Below is a tutorial explaining step by step how we created them. All I can say is that some of my creative ideas are easier said than done!
A great idea, lots of trial and error and one super talented colleague Efrat (from Yeladisco)who put this (bottles and tutorial) all together. Below the step by step and guide and the pretty results…
Wedding Gift tutorial – Personal Olive Oil with Clay Coins – step by step
What you’ll need:
Clay/ Das (1 Kg produced about 200 coins), find in any craft shop
Simple vegetable oil
Round cookie cutter
Pre ordered rubber stamp with your text
Baking sheets (prevent clay from sticking to surface)
Piece of thin cotton fabric (about 30*30 cm)
Olive oil bottles
Olive oil (for Jewish wedding- take note e it should be kosher)
Syringe – to help fill bottles with olive oil
Pre -cut and hole punched papers of your choice
Pen to write name and table numbers
Herb of your choice – rosemary will be great
getting down with it:
1. Work with small quantity of clay, a size of a grapefruit is great. Kneed your clay well.
If your clay is too dry it will be hard to knead and it will crack once you’ll try to flatten it. In this case you’ll need to moist it- wrap it up with well damp fabric cloth for few minutes. The clay will absorb the water and will be easier to work with.

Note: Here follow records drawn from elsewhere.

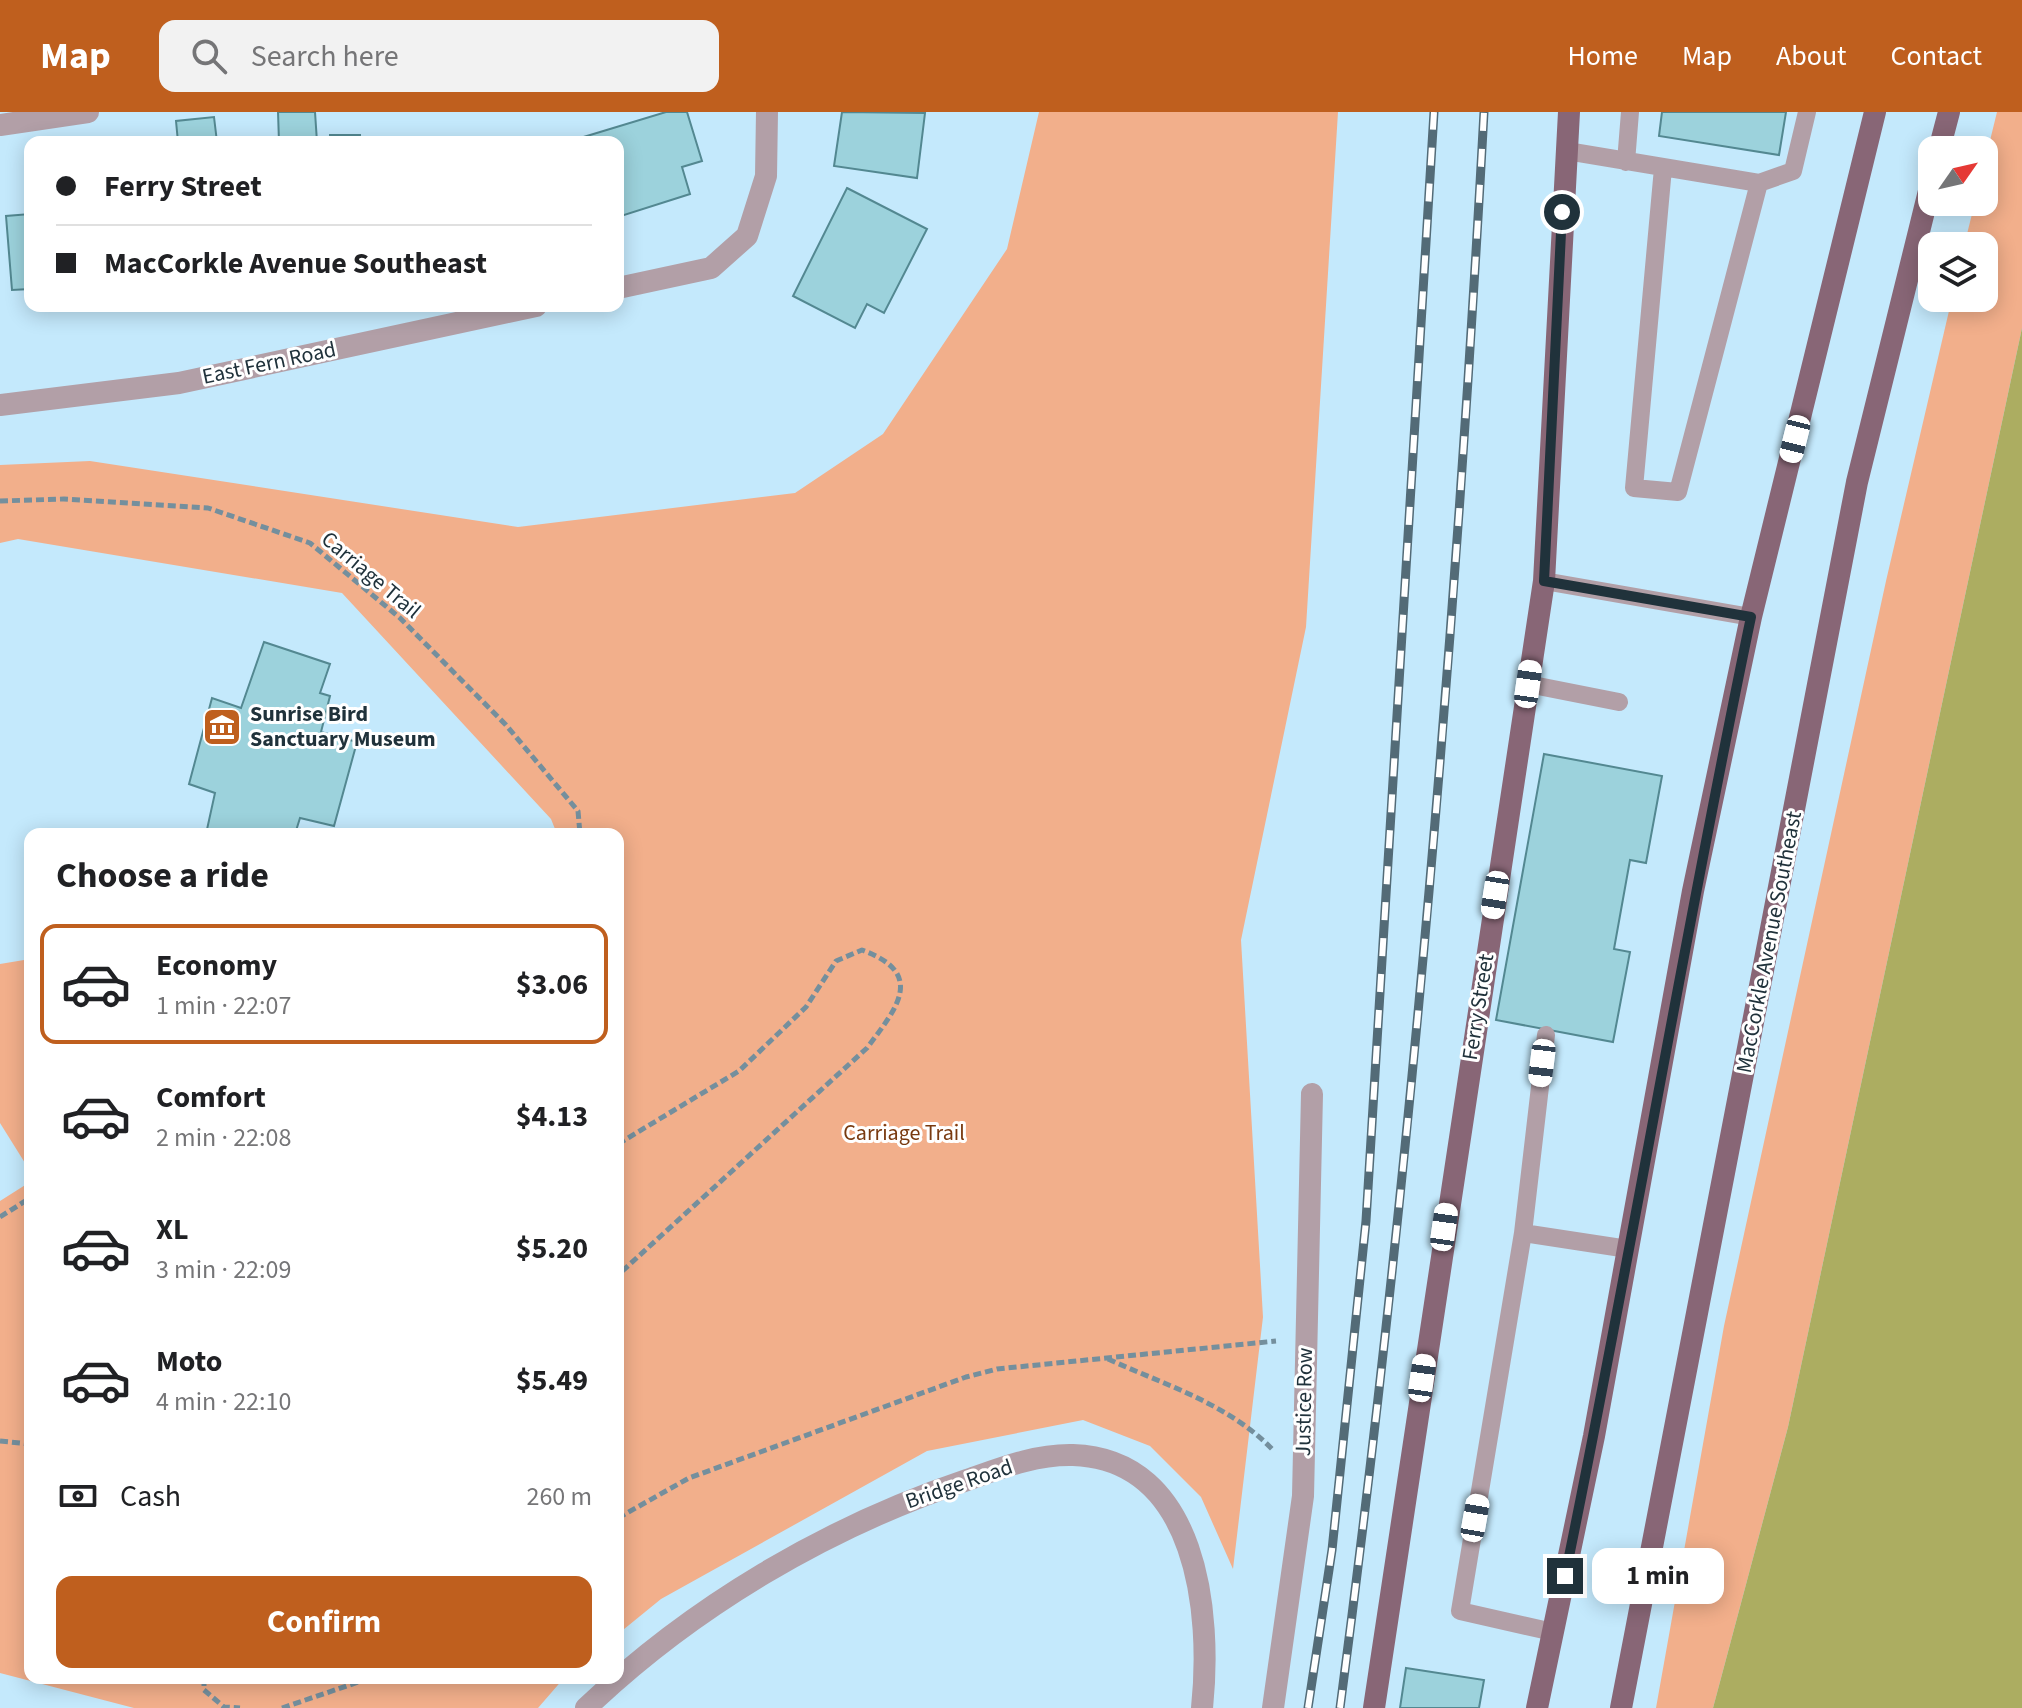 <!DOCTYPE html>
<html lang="en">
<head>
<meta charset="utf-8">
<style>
	:root { --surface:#fff; --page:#f2f2f2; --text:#202124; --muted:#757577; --line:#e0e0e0; --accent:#bf5f1e }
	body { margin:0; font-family:"Source Sans 3",sans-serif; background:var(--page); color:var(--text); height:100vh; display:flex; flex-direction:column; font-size:30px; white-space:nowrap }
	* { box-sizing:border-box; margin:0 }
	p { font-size:26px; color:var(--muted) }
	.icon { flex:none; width:44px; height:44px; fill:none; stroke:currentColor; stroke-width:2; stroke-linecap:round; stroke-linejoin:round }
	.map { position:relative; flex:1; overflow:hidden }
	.sheet { position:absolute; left:24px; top:716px; width:600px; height:856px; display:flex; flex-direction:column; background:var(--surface); border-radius:16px; box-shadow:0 4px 20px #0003 }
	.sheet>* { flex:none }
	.banner { position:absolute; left:24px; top:24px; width:600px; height:176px; border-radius:16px; box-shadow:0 4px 20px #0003; display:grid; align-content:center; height:176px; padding:0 32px; background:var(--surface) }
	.needle { width:52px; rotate:56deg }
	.tools { position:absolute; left:1918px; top:24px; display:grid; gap:16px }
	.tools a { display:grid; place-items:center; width:80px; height:80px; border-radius:16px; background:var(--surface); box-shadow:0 4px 20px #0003; font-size:40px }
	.end { position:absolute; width:36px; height:36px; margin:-18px; border:10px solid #20323b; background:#fff; box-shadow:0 0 0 4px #fff }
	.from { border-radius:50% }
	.bubble { position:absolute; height:56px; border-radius:16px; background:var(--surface); box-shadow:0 4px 20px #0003; font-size:26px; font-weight:700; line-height:56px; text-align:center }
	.car { position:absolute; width:24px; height:48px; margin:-24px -12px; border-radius:10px; box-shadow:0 0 6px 2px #0007; background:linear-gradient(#fff 24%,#345 0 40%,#fff 0 76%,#345 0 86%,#fff 0) }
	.banner b { display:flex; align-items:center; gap:28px; height:76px; font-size:30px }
	.banner b+b { border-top:2px solid var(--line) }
	.banner i { width:20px; height:20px; background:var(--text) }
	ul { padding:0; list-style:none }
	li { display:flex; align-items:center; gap:24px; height:120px; margin:0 16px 12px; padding:0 16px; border:4px solid transparent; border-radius:16px }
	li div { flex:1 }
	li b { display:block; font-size:30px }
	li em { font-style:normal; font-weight:700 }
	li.current { border-color:var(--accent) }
	li>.icon { width:72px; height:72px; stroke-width:1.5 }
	h2 { padding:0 32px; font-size:36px; line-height:96px }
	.pay { display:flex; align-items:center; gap:20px; height:88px; padding:0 32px; font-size:30px }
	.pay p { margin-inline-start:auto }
	.action { display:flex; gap:16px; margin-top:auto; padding:16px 32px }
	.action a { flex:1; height:92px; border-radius:16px; background:var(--accent); color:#fff; font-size:32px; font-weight:700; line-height:92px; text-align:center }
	header { display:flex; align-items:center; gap:48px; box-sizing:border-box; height:112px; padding:0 40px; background:var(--accent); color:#fff }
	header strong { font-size:38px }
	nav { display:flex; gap:44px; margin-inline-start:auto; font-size:28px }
	.search { width:560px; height:72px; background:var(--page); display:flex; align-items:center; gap:20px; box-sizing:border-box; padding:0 28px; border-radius:16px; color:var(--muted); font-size:30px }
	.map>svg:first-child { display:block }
	.green { fill:#f2af8b }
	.water { fill:#acad61 }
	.building { fill:#9cd2dc; stroke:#538891; stroke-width:2 }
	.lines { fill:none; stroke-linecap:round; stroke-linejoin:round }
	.path { stroke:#748f9d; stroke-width:5; stroke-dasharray:8 4; stroke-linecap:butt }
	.service { stroke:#b29fa7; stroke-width:18 }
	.minor { stroke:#b29fa7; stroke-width:22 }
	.tertiary { stroke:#b29fa7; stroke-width:22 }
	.primary { stroke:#886676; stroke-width:22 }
	.rail-casing { stroke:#536b77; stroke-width:9 }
	.rail { stroke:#fff; stroke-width:6; stroke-dasharray:18; stroke-linecap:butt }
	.route { stroke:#20323b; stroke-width:10 }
	.labels { text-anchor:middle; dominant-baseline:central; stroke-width:6; stroke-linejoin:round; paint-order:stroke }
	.street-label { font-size:22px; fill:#20323b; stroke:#fff }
	.poi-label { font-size:22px; font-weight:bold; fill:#20323b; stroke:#fff; text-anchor:start }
	.park-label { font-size:22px; fill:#793a10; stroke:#fff }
</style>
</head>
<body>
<header>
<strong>Map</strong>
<div class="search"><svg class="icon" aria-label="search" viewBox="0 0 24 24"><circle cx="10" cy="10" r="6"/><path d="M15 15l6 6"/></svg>Search here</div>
<nav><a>Home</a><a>Map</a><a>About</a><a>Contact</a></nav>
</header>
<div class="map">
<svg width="2022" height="1596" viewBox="0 0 2022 1596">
	<rect width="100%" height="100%" fill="#c4e9fc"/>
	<path class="green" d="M1039 0H1338L1306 515 1241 828 1263 1205 1233 1457 1201 1385 1150 1334 1083 1308 927 1339 661 1487 618 1522V722H557L551 707 342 481 18 427 0 431V353L90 349 518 415 795 381 883 322 1007 137Z
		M1997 0H2022V216L1788 1315 1713 1596H1656L1724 1214 1886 469 1952 186H1984V134H1964L1975 90H1984V53Z
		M30 847V1059L0 1011V852Z
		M30 1070V1566H564L538 1596H134L0 1561V1089Z"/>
	<path class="water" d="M2022 216V1596H1713L1788 1315Z"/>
	<path class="building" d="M278 0H315L317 30H279Z
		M666 0H687L702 49 682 55 690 82 618 105V30H567Z
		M842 0 925 1 917 66 834 54Z
		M1662 0H1786L1779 43 1659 24Z
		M214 5 217 30H178L176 9Z
		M330 23H360V30H330Z
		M847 76 927 117 884 201 867 192 855 216 793 184Z
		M30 102V177L12 178 6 104Z
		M264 530 330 552 320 581 330 584 321 620 357 630 334 714 300 706 295 722H206L215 681 189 672 212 586 241 596Z
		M1544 642 1662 664 1646 751 1630 748 1614 837 1630 840 1613 930 1496 908Z
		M1406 1556 1484 1568 1479 1596H1400Z"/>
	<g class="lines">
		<path class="path" d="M0 389 64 387 208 396 310 431 400 506 506 613 578 699 580 722
			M618 1032 739 959 806 895 836 849 862 838C928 862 895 898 867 936L618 1163
			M0 1105 30 1086
			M1108 1247C1165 1273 1229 1292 1273 1338
			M0 1329 30 1332
			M618 1406 689 1366 966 1265 997 1257 1276 1229
			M204 1566V1578L224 1595 240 1596
			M282 1596 370 1566"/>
		<path class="service" d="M1567 39 1759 71 1678 380 1634 376 1663 56
			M1626 50 1630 0
			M1759 71 1793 59 1807 0
			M1544 469 1751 505
			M1528 572 1619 590
			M1546 923 1523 1121 1460 1499 1553 1520
			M1523 1121 1628 1137"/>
		<path class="minor" d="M0 13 88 0
			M618 176 711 156 747 124 766 64 767 0
			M0 293 179 271 536 194
			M1273 1596 1303 1384 1312 982"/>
		<path class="tertiary" d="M586 1596C693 1494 827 1415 967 1368 1001 1356 1036 1342 1073 1343 1198 1347 1212 1502 1202 1596"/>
		<path class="primary" d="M1939 38 1949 0
			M1374 1596 1544 469 1569 0
			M1537 1596 1594 1324 1693 779 1751 505 1875 0
			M1621 1596 1857 370 1932 67"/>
		<g class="rail-casing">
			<path id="rail" d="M1308 1596 1332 1438 1366 1109 1434 0
				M1340 1596C1410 1066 1455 533 1484 0"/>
		</g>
		<use href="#rail" class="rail"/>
	</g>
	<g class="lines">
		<path class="route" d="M1562 100 1544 469 1751 505C1684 824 1631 1145 1565 1464"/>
	</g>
	<defs>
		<g id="museum-square" transform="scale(2)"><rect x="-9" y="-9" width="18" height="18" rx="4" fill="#bf5f1e" stroke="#fff"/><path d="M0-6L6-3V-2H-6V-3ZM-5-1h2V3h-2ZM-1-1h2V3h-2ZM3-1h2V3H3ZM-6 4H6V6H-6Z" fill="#fff"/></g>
	</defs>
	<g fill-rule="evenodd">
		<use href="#museum-square" x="222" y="615"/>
	</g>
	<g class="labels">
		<g class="street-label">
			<text transform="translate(269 251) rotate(-12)">East Fern Road</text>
			<text transform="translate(371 463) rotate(40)">Carriage Trail</text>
			<text transform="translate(1769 830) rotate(-79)">MacCorkle Avenue Southeast</text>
			<text transform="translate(1478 895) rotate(-81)">Ferry Street</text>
			<text transform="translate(1304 1290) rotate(-89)">Justice Row</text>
			<text transform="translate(959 1372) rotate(-19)">Bridge Road</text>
		</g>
		<g class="poi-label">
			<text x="250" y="602">Sunrise Bird<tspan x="250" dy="25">Sanctuary Museum</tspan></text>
		</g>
		<g class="park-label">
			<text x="904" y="1021">Carriage Trail</text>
		</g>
	</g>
</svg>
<div class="tools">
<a><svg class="needle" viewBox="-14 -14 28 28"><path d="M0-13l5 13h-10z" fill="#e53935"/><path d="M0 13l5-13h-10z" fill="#757577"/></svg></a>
<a><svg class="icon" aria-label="layers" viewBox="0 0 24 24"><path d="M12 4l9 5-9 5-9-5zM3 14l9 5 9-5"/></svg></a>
</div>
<i class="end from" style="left:1562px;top:100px"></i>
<i class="end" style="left:1565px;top:1464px"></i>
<div class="bubble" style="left:1592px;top:1436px;width:132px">1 min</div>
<i class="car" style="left:1795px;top:327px;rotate:194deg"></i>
<i class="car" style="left:1528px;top:572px;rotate:8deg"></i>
<i class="car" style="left:1495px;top:783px;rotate:189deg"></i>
<i class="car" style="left:1542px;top:951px;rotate:187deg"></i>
<i class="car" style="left:1444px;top:1115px;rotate:8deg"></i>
<i class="car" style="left:1422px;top:1266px;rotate:8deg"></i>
<i class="car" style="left:1475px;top:1406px;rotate:10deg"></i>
<div class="banner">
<b><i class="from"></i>Ferry Street</b>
<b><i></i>MacCorkle Avenue Southeast</b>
</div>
<section class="sheet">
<h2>Choose a ride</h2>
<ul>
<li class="current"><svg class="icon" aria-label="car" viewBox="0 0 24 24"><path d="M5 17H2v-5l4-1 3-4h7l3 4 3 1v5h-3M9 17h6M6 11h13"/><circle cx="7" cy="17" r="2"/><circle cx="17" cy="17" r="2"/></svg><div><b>Economy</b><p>1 min · 22:07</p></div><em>$3.06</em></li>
<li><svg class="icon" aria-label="car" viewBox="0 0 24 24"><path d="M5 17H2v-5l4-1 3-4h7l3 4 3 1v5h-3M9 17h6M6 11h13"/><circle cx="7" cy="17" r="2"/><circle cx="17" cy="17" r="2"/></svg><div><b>Comfort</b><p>2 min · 22:08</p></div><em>$4.13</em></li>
<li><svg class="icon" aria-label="car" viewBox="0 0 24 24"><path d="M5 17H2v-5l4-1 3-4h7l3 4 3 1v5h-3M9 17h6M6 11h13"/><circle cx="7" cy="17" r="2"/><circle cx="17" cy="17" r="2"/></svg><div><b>XL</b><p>3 min · 22:09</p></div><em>$5.20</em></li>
<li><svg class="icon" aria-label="car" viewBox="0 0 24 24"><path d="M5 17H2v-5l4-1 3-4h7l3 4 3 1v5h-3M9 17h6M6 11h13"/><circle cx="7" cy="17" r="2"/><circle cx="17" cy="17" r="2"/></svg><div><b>Moto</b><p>4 min · 22:10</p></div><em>$5.49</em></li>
</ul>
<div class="pay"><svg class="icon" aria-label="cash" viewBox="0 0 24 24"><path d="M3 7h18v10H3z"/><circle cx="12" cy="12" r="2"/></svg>Cash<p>260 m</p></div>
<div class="action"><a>Confirm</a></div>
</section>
</div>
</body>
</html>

2. Use your hands to flatten your clay, place the clay on your working surface (I used baking sheets on table, to prevent the clay from sticking to the table) and use rolling pin to flatten it to about half a centimeter.
3. Now, take your cookie cutter and cut your “clay cookies”. I used a cape from my laundry’s softener, it worked well for me, and its was easy to hold. Don’t worry if your not getting a perfect edge finish or shape, it should have a natural feel. if you wish to have a smooth finish edges, wet your finger and gently rub the edge.
If needed, You could dip the cap’s rims in water to help prevent the clay from sticking to it. I find it not a must do.
4. In order to stamp your clay, its best to brush some oil on the rubber stamp. You can use any kind of vegetable oil. Brush it generously but don’t exaggerate, you don’t want your coins to be too oily. I assure you that after 3-4 times you’ll get the hang of it, and know what is the right amount. If needed, gently, use paper towel or cotton to absorb excess oil from coins surface. Yet, don’t bother to much about it!
5. Pierce the coin, using a wooden skewer. Then place the disc on flat surface, pre covered with baking sheet.
Let them dry completely, it will be dry in about 1 hour. Bake them in your oven on 130 C for 30 min. let them cool off completely.
6. Use a natural string, insert clay coin together with one name card. Pull ends of string together & tie a simple knot. Then, tie a second knot with some space from the fist knot- distance rely upon proportion of your r bottle (mine was about 5 cm). Cut off the extra string from edge.
Place the ready string on the bottle neck and see if it works well for you. If needed make adjustments accordingly. Make sure you get your “master” bottle then you could follow the system from there. Touch it up with a herbal stem.
And if you got a lot of bottles to make, make sure you get a good help from somebody.